Why are people so afraid of being seen or noticed? We may claim to be individuals but actually most of the time we hide away from real individuality. We love to talk about our rights and yet many do not express their right to freedom of expression. Instead we assume identity based on products we purchase from the marketplace. As a friend recently pointed out, people often send in the most innocuous letters to Shillong Times and desperately urge that their names and address be withheld. I can understand this if you are an informant, supplying sensitive information, and you’re trying to avoid the detection of powerful people but writing about a burst pipe or growing crime rate hardly justifies the need for anonymity! It is quite hilarious but also sad.

In spite of better judgement, I am not afraid of the CM of Meghalaya or Paul Lyngdoh; neither am I afraid of Metbah Lyngdoh,  Ampareen Lyngdoh nor any other MLA/MDC. I might be a little afraid of their bodyguards, for sure, but when it comes to these personas themselves, I don’t really feel any need to be reverential or fawning. When people stand for them, I sit down; when everyone rushes to shake their hands, I take the opportunity to rush to the toilet. I am tired of the fake respect that we heap on these government officials. I thought the days of the Raj were over! To paraphrase the hysterical George Carlin, they are public servants, the people pay them; they should be serving us glasses of water when we come through the door.

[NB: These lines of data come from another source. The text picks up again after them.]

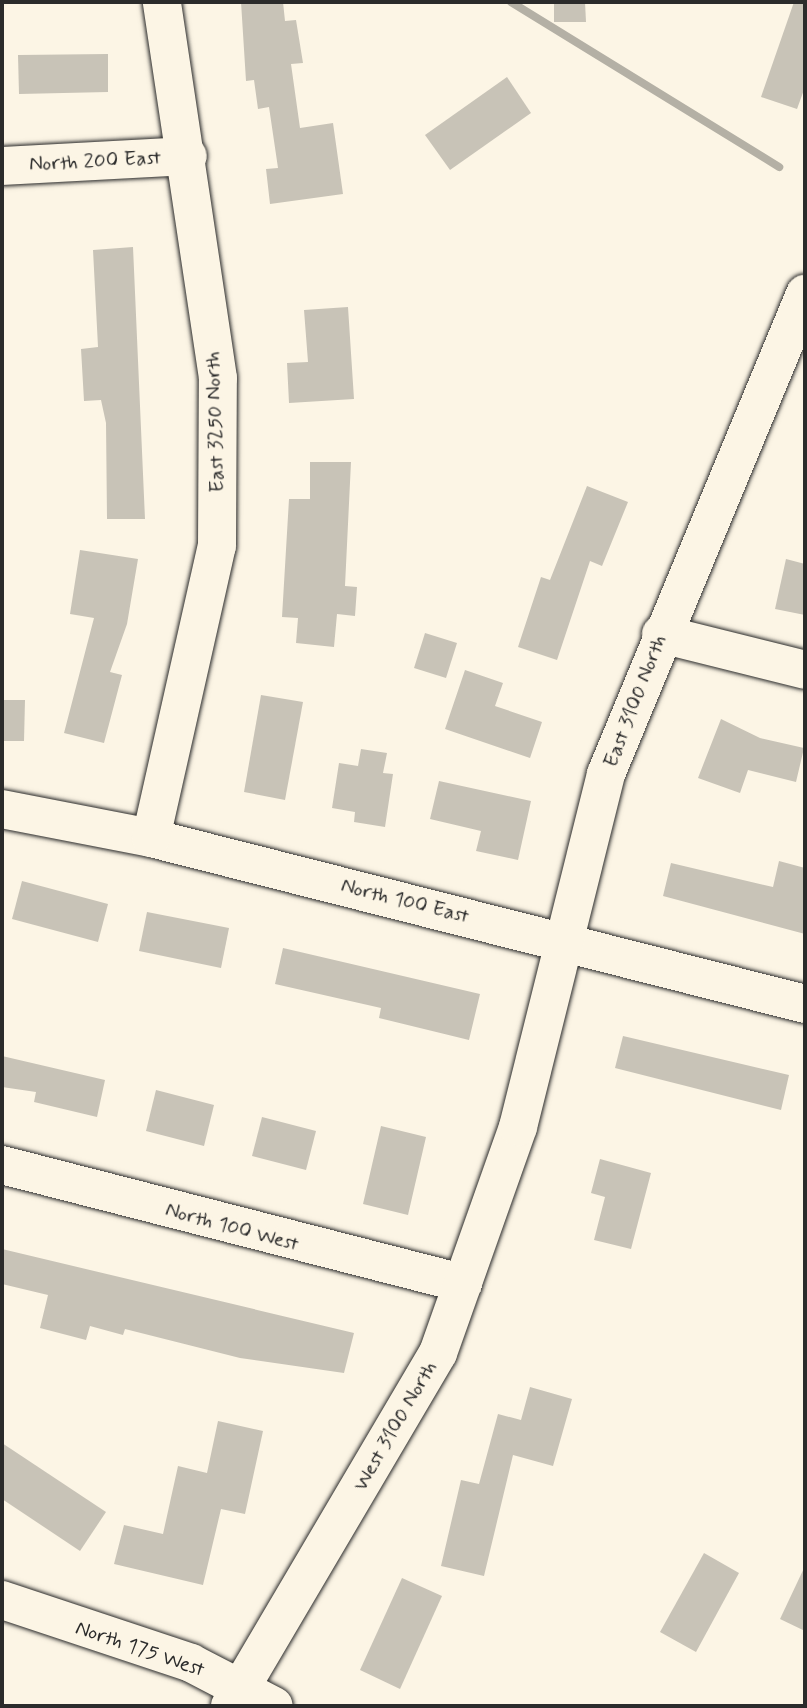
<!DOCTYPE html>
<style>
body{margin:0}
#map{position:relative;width:807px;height:1708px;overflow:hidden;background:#fcf5e5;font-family:Mynerve,sans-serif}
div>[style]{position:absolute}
.stream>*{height:8px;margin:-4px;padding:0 4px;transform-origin:4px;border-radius:4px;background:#b4b0a5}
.building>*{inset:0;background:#c8c3b7}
.roads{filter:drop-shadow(0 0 2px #2b2b2b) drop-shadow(0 0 2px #2b2b2b)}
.minor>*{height:38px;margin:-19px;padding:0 19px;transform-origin:19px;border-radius:19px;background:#fcf5e5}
span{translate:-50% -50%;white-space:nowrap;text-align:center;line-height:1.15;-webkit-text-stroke:5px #fcf5e5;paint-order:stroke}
.street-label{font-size:21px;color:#2b2b2b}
.frame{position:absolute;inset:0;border:4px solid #2b2b2b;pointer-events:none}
</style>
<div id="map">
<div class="stream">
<div style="left:511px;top:2px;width:315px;rotate:31.6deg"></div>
</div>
<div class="building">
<div style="clip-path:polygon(241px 2px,283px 2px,285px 21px,296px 20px,303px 63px,291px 64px,300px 128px,333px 123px,343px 194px,270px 204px,266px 169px,278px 168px,269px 107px,258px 109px,254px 80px,246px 81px)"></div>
<div style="clip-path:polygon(554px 2px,585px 2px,586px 22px,554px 22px)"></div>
<div style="clip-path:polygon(794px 2px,805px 2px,805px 87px,797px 109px,761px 97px)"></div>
<div style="clip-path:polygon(108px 54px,108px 92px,19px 94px,18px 55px)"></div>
<div style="clip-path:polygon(507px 77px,531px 113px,450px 170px,425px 135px)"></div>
<div style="clip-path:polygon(133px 247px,145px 519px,107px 519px,106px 423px,101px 400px,84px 401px,81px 349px,98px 347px,93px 250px)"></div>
<div style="clip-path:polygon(348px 307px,354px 399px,289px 403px,287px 363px,308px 362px,304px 310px)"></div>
<div style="clip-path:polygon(310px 462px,351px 462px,345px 586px,357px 587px,355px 616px,337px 614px,334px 647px,296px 643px,298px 618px,282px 617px,289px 499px,310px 499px)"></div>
<div style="clip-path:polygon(587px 486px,628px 502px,602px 566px,590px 561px,557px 660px,518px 647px,541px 577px,550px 580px)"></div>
<div style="clip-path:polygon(80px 550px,138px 559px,127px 624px,110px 672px,122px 675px,104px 743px,64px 733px,94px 618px,70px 614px)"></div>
<div style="clip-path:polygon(786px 559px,805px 564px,805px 615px,775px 609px)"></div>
<div style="clip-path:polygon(425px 633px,457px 643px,446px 678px,414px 668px)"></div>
<div style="clip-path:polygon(465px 670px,503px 683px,495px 706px,542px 722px,530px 758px,445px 729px)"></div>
<div style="clip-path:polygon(261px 695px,303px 702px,285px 800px,244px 792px)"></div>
<div style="clip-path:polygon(2px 700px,25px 700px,24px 741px,2px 741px)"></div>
<div style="clip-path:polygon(721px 719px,760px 738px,804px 748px,796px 782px,748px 770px,740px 793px,698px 778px)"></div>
<div style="clip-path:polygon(361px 749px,387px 753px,383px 773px,393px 774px,385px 827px,354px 822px,355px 812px,332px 808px,339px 763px,358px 766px)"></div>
<div style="clip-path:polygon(439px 781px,531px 801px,518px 860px,476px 851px,481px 831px,430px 819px)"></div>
<div style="clip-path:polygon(779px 861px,805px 868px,805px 934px,663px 896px,671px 863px,773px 887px)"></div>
<div style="clip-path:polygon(22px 881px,108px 904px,98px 942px,12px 919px)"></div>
<div style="clip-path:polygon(147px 912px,229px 928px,221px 968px,139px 951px)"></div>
<div style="clip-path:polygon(283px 948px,480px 994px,469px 1040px,379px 1018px,381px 1008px,275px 984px)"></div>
<div style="clip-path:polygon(623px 1036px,789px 1075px,781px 1110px,615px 1068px)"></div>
<div style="clip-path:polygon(2px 1056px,105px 1080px,97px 1117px,34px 1102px,36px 1092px,2px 1087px)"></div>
<div style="clip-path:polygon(156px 1090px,214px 1105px,204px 1146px,146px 1131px)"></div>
<div style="clip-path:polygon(262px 1117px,316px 1131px,306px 1170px,252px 1156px)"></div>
<div style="clip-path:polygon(381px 1126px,426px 1137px,408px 1215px,363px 1204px)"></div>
<div style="clip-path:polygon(600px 1159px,651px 1173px,631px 1249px,594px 1240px,605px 1197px,591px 1193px)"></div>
<div style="clip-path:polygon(2px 1249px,354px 1333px,344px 1373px,240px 1358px,125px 1329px,123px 1335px,90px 1326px,86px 1340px,40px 1328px,48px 1295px,2px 1284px)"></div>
<div style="clip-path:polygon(530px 1387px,572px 1399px,553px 1466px,513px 1455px,484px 1576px,441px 1566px,461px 1480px,479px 1484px,498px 1414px,521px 1420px)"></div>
<div style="clip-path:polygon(218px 1421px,263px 1431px,245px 1514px,221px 1509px,203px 1585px,114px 1564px,124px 1525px,163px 1534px,178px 1466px,207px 1473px)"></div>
<div style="clip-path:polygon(2px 1443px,106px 1512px,80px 1551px,2px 1499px)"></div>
<div style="clip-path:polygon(704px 1553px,739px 1573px,696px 1652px,660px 1632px)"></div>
<div style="clip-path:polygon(805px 1566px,805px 1631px,780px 1619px)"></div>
<div style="clip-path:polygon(402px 1578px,442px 1596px,400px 1689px,360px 1670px)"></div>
</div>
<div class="roads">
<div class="minor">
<div style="left:2px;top:166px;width:186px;rotate:-3.1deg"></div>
<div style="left:661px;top:634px;width:148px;rotate:14deg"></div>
<div style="left:2px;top:809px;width:152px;rotate:11deg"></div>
<div style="left:151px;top:838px;width:675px;rotate:14.24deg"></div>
<div style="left:151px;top:838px;width:299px;rotate:-77.3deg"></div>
<div style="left:217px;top:546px;width:168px;rotate:-89.7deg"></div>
<div style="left:218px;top:378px;width:380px;rotate:-98.5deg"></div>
<div style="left:2px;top:1165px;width:476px;rotate:14.4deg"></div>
<div style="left:2px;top:1600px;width:199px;rotate:18.4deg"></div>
<div style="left:191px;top:1663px;width:93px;rotate:27.4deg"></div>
<div style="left:230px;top:1706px;width:410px;rotate:-59.5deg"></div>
<div style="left:438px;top:1353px;width:240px;rotate:-70.5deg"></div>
<div style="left:518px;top:1127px;width:364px;rotate:-76deg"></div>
<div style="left:606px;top:774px;width:520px;rotate:-67.48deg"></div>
</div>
</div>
<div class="street-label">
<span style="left:95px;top:161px;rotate:-3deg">North 200 East</span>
<span style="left:215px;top:422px;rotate:-92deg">East 3250 North</span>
<span style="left:635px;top:701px;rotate:-69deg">East 3100 North</span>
<span style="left:405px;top:901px;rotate:14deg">North 100 East</span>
<span style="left:232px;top:1227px;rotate:15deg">North 100 West</span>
<span style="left:395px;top:1426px;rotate:-60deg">West 3100 North</span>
<span style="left:140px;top:1649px;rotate:19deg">North 175 West</span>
</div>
<div class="frame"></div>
</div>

Dear god, how we suffer them! We, the people of Meghalaya and India, deserve a break from these boring empty vessels. Why do these MLAs feel the need to ruminate openly while addressing audiences? I don’t get it. Dear public servants, the audience is bored, please stop pretending to be Derrida and let us go home in peace. No one wants to waste one hour of their lives listening to your few thoughts and bad attempts at poetry.

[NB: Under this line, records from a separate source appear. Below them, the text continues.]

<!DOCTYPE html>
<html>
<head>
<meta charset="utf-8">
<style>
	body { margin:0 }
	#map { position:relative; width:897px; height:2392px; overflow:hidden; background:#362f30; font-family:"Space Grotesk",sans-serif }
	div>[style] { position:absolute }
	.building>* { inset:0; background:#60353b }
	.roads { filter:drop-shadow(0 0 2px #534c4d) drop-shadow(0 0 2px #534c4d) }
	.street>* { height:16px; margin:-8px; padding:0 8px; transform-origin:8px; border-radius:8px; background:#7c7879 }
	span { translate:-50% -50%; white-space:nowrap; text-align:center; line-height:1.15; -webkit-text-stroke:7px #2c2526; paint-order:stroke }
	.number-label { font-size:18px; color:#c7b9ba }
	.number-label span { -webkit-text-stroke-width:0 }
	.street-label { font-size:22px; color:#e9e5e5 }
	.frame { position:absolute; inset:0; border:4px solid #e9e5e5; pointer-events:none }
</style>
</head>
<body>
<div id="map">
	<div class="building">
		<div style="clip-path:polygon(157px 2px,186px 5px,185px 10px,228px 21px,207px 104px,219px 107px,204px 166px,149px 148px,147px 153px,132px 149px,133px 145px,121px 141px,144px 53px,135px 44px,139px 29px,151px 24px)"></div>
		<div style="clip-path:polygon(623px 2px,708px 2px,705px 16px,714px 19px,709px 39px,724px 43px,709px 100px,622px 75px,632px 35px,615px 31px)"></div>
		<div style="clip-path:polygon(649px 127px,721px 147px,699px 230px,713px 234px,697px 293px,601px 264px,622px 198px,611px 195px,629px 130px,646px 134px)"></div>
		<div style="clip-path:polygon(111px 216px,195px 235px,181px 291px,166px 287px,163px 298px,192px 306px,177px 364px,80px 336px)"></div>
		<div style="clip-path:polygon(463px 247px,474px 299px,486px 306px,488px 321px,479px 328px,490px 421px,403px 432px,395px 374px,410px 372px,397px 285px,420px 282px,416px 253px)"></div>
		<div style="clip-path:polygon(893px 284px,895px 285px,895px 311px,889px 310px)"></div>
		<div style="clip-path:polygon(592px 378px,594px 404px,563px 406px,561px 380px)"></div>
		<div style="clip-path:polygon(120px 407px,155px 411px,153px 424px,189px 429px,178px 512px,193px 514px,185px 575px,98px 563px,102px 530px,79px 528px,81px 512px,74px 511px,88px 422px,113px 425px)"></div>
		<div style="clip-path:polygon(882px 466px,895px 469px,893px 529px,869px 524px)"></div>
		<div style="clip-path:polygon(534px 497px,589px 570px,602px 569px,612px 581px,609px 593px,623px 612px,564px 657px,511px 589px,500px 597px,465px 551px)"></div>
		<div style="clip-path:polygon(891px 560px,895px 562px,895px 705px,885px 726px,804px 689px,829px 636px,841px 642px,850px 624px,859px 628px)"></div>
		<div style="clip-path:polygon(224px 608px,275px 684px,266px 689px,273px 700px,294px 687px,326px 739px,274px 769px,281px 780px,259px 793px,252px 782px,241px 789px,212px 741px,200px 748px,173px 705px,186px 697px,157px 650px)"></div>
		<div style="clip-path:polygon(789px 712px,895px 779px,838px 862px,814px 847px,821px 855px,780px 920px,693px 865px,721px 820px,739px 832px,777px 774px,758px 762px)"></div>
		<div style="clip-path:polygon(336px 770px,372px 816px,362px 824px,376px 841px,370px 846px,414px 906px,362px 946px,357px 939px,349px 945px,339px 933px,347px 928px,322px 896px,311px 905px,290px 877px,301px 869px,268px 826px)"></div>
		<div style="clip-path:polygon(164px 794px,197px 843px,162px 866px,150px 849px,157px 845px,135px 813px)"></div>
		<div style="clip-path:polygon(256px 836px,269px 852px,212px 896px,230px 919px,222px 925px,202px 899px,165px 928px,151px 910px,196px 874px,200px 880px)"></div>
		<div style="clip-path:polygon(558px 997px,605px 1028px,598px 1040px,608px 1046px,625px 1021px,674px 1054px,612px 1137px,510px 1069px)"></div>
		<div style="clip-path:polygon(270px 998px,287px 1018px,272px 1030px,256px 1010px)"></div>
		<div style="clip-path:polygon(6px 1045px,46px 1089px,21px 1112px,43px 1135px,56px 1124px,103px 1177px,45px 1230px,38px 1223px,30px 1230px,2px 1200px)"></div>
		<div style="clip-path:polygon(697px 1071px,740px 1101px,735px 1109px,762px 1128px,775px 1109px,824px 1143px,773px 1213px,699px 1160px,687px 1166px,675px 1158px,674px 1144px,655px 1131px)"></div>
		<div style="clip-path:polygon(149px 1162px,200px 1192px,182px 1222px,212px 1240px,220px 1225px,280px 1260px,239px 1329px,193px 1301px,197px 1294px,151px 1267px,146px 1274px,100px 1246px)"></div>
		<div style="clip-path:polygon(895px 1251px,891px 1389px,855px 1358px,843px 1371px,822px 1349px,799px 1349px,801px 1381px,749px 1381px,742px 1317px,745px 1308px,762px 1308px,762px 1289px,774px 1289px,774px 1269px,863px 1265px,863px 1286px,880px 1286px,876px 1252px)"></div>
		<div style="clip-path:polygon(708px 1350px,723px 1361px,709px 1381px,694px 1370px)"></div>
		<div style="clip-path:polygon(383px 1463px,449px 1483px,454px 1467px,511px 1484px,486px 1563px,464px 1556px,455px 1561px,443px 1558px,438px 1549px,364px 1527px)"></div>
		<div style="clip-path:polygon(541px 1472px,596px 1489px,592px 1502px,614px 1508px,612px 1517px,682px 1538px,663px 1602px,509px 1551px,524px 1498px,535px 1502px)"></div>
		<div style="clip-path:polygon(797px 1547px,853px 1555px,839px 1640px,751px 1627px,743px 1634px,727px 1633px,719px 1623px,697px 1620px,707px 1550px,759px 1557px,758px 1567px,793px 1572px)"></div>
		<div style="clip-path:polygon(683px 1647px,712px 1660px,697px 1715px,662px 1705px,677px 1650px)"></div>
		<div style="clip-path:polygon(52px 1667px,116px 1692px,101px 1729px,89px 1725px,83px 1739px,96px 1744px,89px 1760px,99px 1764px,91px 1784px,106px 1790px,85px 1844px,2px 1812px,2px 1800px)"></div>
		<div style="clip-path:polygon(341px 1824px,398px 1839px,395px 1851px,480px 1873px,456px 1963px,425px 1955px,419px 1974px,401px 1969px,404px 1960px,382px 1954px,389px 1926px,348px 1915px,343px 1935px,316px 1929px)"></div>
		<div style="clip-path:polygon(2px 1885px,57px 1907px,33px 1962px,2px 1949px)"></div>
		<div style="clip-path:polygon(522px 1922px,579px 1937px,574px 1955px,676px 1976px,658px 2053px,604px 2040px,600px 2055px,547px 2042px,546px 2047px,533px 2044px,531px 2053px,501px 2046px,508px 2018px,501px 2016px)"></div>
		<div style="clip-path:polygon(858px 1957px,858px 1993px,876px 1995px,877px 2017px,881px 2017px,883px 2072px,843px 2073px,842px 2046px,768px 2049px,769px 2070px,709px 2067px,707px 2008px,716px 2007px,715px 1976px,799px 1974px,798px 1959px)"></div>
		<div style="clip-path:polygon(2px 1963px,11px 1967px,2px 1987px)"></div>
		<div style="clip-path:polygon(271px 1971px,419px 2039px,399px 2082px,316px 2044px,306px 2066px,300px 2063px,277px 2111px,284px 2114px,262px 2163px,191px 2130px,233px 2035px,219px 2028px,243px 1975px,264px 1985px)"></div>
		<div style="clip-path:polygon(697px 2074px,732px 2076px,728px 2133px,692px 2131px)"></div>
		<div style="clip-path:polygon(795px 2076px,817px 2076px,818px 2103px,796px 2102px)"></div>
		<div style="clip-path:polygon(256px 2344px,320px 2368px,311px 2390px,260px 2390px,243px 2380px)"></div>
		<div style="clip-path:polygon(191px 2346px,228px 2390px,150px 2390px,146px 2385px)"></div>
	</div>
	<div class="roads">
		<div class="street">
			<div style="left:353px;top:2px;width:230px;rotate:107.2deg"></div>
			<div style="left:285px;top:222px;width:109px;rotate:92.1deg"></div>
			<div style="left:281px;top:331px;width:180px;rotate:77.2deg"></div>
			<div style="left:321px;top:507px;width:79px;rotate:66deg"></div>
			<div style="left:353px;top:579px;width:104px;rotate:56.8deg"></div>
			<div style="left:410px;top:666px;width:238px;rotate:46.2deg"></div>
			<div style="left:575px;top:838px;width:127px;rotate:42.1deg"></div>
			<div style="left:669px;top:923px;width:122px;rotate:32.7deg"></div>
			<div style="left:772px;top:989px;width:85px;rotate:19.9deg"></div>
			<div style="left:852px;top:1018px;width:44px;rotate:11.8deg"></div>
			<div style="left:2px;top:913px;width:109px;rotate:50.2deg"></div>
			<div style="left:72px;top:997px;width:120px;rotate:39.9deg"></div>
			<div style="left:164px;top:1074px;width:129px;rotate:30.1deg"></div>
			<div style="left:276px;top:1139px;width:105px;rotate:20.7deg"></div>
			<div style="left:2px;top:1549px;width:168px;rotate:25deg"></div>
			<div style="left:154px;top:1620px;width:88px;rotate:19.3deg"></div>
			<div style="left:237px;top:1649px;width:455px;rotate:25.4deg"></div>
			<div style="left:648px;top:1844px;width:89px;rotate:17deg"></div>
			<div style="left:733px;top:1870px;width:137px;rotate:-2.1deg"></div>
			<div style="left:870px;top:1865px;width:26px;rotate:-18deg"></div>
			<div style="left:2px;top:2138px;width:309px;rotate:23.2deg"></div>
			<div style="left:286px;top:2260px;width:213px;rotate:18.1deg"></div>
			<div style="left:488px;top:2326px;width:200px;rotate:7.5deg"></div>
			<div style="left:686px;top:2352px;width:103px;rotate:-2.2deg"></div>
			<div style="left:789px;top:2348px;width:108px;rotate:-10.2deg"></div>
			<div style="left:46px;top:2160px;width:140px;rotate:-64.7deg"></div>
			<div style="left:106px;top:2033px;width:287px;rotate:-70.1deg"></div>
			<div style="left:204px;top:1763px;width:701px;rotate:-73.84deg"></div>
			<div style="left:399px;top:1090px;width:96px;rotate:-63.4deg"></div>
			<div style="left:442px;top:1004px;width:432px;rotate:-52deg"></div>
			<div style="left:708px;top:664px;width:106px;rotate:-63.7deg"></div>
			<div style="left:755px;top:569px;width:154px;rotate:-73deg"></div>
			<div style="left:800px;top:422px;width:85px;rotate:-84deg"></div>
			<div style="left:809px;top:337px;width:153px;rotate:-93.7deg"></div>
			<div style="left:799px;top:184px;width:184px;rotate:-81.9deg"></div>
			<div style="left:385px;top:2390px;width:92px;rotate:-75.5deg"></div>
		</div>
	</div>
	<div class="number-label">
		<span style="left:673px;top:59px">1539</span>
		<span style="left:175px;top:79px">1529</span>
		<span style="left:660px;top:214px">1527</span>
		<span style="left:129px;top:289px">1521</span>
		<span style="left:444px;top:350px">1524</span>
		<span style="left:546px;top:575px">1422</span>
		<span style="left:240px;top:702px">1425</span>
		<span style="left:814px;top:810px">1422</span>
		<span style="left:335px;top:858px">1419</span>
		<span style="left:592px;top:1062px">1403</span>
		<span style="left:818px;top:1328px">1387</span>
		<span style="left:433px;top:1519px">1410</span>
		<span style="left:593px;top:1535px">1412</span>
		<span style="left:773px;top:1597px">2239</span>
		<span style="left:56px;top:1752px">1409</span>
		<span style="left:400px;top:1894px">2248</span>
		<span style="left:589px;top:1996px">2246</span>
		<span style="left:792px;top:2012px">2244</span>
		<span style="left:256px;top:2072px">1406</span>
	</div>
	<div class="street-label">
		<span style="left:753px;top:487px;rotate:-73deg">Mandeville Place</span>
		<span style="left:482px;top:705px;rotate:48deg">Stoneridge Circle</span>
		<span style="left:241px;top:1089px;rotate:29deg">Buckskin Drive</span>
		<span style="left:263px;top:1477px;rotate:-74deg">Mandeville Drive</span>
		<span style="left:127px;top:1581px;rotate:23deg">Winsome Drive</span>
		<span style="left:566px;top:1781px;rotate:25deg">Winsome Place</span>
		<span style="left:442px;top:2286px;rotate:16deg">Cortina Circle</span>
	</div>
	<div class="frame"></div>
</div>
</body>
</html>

But the main culprit that helps keep up this charade is the public itself. We have decided to worship these representatives simply because they are representatives! They might be useless and brainless, have no talent for administration but we don’t know anything better so we lie to ourselves about their real worth. You need to start being disrespectful to the corrupt. People, especially the young ones, have to stop being passive and start being more aggressive with government. I don’t mean that we must all agitate like pressure groups do but we need to start meeting our MLAs more regularly so that we can tell them what we need, what must be done. Not the other way around. People’s actual opinions are seldom considered when plans are drawn up. The lack of it is quite shocking. One of the main reasons for this must surely be because of the not-so-secret misanthropy, the fatalism of the bureaucracy/technocracy. Many of these types of public servants are divorced from the public. They don’t walk with the people, don’t buy their own groceries from Iewduh, don’t know what is happening in their shnongs but we, strangely enough, entrust planning to these people. I ask you then if these people have no faith in us, why should we have faith in them?